··· Dataset extract ···
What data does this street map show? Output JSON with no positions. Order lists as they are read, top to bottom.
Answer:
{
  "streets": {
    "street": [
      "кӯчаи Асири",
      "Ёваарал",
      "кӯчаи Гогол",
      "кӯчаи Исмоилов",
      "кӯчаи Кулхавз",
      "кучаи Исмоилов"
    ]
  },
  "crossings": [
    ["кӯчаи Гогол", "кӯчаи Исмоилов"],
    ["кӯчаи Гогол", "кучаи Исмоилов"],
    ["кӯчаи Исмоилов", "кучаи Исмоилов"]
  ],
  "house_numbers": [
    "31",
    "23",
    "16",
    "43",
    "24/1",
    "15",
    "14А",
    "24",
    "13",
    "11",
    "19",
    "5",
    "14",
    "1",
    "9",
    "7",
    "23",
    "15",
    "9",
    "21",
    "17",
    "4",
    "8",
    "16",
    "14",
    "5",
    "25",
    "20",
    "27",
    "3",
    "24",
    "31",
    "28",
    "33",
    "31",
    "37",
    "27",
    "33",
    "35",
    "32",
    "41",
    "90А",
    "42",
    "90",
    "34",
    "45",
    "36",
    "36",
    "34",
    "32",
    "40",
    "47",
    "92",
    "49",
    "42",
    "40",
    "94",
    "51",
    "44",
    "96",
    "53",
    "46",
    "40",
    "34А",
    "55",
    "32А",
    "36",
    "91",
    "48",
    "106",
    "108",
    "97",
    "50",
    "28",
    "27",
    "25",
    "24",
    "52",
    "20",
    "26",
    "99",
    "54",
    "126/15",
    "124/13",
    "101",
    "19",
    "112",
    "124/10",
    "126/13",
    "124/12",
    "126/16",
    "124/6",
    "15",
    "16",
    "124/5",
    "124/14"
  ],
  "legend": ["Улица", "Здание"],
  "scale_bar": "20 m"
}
···
Set down each entry again, exactly as written.

• Your solution:
What data does this street map show? Output JSON with no positions. Order lists as they are read, top to bottom.
Answer:
{
  "streets": {
    "street": [
      "кӯчаи Асири",
      "Ёваарал",
      "кӯчаи Гогол",
      "кӯчаи Исмоилов",
      "кӯчаи Кулхавз",
      "кучаи Исмоилов"
    ]
  },
  "crossings": [
    ["кӯчаи Гогол", "кӯчаи Исмоилов"],
    ["кӯчаи Гогол", "кучаи Исмоилов"],
    ["кӯчаи Исмоилов", "кучаи Исмоилов"]
  ],
  "house_numbers": [
    "31",
    "23",
    "16",
    "43",
    "24/1",
    "15",
    "14А",
    "24",
    "13",
    "11",
    "19",
    "5",
    "14",
    "1",
    "9",
    "7",
    "23",
    "15",
    "9",
    "21",
    "17",
    "4",
    "8",
    "16",
    "14",
    "5",
    "25",
    "20",
    "27",
    "3",
    "24",
    "31",
    "28",
    "33",
    "31",
    "37",
    "27",
    "33",
    "35",
    "32",
    "41",
    "90А",
    "42",
    "90",
    "34",
    "45",
    "36",
    "36",
    "34",
    "32",
    "40",
    "47",
    "92",
    "49",
    "42",
    "40",
    "94",
    "51",
    "44",
    "96",
    "53",
    "46",
    "40",
    "34А",
    "55",
    "32А",
    "36",
    "91",
    "48",
    "106",
    "108",
    "97",
    "50",
    "28",
    "27",
    "25",
    "24",
    "52",
    "20",
    "26",
    "99",
    "54",
    "126/15",
    "124/13",
    "101",
    "19",
    "112",
    "124/10",
    "126/13",
    "124/12",
    "126/16",
    "124/6",
    "15",
    "16",
    "124/5",
    "124/14"
  ],
  "legend": ["Улица", "Здание"],
  "scale_bar": "20 m"
}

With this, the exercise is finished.